The crew who were killed were Flt/Sgt William Victor Maniel service No. 401986 aged 27, a pilot in the Royal Australian Air Force, war grave memorial plot 1 & 2 grave 169, Botley Cemetery, Oxford, son of Kenneth Herbert and Minnie Ann Maniel of Kerang, Victoria, Australia, Flt/Sgt Campbell David Bird, Navigator, aged 30, service No. 418048, Royal Australian Air Force, memorial plot 169 grave at Botley Cemetery, Oxford, son of Edward David and Ester Fredrica Bird of Bassendean, Western Australia; Flt/Sgt George Richard Joseph Macoun, Bomb Aimer, aged 21, service No. 426127, memorial plot 170 Royal Air Australian Air Force, son of Dr Richard Arthur and Jean Dorothea, of Malvern, Victoria, Australia. Flt/Sgt Sidney Edward Christie, wireless operator/air gunner, service No.423650 aged 27, memorial plot 169A Royal Australian Air Force, son of Sidney Francis and Louisa Mahalia and husband to Lilian, of Bankstown, New South Wales; Flt/Sgt Engineer George Davison, service No. 1677871 aged 19, R.A.F. V.R, Palm Terrace, Tantoble, Co Durham, buried Tanfield St Margaret’s Church Stanley, Co. Durham, war graves memorial line W Grave 6, son of Sid and Dora and brother of Joan, Tantoble Co Durham.

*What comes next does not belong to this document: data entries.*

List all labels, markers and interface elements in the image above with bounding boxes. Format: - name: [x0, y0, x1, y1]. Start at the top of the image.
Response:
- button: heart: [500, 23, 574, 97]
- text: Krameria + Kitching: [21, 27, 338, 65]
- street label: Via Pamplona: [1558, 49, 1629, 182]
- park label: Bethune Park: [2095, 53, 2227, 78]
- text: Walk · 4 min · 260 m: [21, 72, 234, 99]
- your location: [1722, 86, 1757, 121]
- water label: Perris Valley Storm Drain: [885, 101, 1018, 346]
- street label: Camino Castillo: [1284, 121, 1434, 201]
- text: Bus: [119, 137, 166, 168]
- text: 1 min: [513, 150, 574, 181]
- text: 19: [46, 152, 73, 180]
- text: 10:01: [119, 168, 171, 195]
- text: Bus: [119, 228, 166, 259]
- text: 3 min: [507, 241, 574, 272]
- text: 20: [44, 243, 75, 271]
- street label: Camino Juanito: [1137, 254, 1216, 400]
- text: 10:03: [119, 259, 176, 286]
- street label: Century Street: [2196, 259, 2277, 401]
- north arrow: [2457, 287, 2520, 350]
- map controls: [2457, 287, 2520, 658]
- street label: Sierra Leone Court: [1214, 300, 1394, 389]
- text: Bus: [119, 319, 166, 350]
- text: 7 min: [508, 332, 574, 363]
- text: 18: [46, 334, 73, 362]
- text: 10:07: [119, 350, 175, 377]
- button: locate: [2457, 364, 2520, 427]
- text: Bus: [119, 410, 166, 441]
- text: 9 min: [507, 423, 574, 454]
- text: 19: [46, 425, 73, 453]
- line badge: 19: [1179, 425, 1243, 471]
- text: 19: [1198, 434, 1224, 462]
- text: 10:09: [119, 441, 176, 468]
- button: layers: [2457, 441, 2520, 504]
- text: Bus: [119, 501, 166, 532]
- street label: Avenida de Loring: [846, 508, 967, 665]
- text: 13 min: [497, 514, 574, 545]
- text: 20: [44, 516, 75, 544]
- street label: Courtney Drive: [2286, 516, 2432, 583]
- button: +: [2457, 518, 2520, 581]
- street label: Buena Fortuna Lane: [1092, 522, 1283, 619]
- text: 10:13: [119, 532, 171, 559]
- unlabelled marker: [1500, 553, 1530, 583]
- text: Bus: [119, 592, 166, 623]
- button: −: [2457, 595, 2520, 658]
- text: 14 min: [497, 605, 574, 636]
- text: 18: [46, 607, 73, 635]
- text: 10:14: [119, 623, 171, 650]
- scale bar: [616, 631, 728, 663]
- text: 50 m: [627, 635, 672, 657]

The surviving crew were from the Royal Australian Air Force: Flt/Sgt R J Plath, service No. A429483, Mid Upper Gunner, was treated at Mansfield General Hospital, while Flt/Sgt W I Taylor, service No. A434558, Rear Gunner, was treated at R.A.F. Winthorpe, Newark, for minor wounds in the sick quarters. Sadly, having survived a major air crash, he failed to return from Bruunschweig in May 1944 and, with the rest of his 630 squadron’s crew, he is commemorated on Runnymede Memorial, West London, for airmen’s bodies that have not been recovered.